Le souvenir et la perte, la disparition et l’abandon, sont des marottes de Patrick Modiano. Remise de Peine s’ouvre sur l’évocation d’un temps qui n’existe plus. La sensation provoquée à la lecture du premier chapitre rappelle les univers décrits (d’une autre manière) par Georges Simenon.
Pour évoquer les souvenirs Modiano fait souvent appel à des photos ou à de vieux documents (journaux, publicités, revues…), c’est aussi une quatre-chevaux beige, ou avec une situation géopolitique plantée en une phrase à la fois exotique et nostalgique : « C’était à l’époque où les tournées théâtrales ne parcouraient pas seulement la France, la Suisse et le Belgique, mais aussi l’Afrique du Nord ». Et très vite le lecteur plonge dans un temps où l’école est communale.
Nous avons déjà parlé de deux romans de Patrick Modiano en rapport avec le polar, vous croiserez ici les mystères des premiers romans policiers et d’aventure évoqués avec le château abandonné que les enfants veulent visiter la nuit. Par les livres aussi avec un titre de la Série Noire.
Dans un autre style avec moins d’humour, le roman de Modiano peut se rapprocher du Fantasia chez les ploucs de Charles Williams. Dans les deux cas des activités louches sont décrites à travers les yeux d’un enfant qui ne comprend pas tous les enjeux.

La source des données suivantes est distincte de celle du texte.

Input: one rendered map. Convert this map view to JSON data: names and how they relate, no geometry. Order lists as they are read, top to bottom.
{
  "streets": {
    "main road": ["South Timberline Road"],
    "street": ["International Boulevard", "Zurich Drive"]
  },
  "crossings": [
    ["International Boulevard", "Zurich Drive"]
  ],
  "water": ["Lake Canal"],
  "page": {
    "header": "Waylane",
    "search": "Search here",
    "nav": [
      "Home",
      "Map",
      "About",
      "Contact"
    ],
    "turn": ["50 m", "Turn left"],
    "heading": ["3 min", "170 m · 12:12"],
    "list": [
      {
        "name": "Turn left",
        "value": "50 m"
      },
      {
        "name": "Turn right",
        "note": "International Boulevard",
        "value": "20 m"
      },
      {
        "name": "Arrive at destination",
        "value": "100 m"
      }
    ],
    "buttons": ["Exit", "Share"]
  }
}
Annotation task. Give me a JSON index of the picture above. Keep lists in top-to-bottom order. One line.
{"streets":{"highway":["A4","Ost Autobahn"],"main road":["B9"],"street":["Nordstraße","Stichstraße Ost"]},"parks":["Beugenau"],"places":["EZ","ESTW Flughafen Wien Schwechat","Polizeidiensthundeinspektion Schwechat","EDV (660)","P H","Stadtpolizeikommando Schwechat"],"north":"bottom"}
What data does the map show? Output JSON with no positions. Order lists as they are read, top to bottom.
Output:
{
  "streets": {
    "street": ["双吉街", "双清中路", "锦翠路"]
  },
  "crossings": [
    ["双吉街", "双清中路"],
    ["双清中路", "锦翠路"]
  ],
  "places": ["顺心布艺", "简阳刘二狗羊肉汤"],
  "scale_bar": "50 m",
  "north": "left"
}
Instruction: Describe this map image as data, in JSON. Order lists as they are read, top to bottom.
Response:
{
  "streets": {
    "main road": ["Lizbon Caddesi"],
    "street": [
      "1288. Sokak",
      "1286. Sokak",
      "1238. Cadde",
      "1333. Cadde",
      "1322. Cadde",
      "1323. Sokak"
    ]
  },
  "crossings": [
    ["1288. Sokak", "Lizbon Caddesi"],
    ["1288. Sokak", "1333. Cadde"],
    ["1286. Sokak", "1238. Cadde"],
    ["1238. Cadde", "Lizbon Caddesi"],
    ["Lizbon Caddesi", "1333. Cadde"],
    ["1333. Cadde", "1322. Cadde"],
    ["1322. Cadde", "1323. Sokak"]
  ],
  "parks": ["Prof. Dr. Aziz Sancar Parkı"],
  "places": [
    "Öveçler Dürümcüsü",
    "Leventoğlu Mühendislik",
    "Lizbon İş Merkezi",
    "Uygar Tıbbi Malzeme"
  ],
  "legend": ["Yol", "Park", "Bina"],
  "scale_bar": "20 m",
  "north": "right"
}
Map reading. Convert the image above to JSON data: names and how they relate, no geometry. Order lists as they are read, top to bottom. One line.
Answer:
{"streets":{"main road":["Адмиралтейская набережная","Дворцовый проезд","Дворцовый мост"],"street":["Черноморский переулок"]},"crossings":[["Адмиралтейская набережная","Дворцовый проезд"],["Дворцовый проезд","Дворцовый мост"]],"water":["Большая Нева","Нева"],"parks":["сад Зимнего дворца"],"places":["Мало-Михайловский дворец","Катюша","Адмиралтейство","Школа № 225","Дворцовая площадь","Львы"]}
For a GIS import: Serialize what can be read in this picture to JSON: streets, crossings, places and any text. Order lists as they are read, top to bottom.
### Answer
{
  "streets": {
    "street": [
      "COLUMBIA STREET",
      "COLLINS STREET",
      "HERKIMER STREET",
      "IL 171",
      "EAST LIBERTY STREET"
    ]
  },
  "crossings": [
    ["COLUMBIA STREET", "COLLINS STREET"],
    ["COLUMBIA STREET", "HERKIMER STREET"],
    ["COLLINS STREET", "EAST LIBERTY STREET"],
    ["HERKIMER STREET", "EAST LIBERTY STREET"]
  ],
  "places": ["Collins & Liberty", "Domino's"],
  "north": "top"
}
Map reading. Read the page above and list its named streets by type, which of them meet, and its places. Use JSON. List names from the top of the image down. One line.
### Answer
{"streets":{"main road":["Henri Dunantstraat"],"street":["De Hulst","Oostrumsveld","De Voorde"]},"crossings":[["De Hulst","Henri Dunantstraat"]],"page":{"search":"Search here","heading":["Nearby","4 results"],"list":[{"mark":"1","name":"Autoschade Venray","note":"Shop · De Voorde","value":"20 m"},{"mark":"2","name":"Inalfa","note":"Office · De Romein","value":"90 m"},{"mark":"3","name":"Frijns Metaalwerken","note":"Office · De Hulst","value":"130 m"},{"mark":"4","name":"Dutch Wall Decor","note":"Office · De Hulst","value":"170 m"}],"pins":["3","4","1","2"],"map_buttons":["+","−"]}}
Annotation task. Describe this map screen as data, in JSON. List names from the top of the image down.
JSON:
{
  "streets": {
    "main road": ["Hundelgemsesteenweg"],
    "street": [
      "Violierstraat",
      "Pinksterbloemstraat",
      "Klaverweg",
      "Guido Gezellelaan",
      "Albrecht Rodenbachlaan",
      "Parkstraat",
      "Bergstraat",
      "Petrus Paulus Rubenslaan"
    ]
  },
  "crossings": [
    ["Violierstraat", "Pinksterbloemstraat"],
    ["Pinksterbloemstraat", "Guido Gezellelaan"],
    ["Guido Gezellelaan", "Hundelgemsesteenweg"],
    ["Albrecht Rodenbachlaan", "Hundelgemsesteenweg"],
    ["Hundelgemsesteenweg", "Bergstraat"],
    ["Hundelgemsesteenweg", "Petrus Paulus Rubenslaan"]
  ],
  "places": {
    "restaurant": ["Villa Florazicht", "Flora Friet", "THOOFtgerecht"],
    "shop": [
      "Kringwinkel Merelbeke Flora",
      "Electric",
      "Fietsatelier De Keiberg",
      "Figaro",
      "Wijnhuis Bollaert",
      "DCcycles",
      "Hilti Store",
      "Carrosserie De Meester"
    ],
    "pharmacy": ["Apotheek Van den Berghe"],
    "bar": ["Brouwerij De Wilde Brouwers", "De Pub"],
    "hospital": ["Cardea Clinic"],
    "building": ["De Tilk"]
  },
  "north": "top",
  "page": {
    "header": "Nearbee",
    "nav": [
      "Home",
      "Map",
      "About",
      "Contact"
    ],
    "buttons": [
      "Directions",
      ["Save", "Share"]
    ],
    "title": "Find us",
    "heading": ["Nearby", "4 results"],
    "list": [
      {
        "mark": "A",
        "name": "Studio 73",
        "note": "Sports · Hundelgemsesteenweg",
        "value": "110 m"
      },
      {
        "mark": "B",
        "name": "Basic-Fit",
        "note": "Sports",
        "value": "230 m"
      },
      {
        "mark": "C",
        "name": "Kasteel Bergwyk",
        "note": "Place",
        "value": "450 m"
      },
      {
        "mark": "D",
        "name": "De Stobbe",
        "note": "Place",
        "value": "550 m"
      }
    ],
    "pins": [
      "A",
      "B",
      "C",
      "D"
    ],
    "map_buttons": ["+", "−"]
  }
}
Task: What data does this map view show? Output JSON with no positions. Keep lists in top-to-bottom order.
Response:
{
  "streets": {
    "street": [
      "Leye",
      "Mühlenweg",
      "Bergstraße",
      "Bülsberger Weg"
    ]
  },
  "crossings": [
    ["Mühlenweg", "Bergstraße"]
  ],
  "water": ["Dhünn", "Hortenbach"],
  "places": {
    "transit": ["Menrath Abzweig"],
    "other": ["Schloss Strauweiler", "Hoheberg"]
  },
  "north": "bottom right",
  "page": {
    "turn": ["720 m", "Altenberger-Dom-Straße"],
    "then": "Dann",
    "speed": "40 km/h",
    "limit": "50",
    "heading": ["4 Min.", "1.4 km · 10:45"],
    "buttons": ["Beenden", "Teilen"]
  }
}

Les situations, les lieux et les personnages de Remise de peine feront surgir le souvenir brumeux de ceux de Pour pas que tu te perdes dans le quartier et vice-versa ; là, encore une fois, s’il y a des énigmes, l’auteur ne les résoudra pas forcément mais les pièces d’un puzzle se mettent en place d’un livre à l’autre. Un peu comme – dans un tout autre style – chez Faulkner.
Emeric Cloche.
Patrick Modiano, Remise de peine, édition Seuil, 1988 puis points poche 2013, 7,10 Euros, 118 p.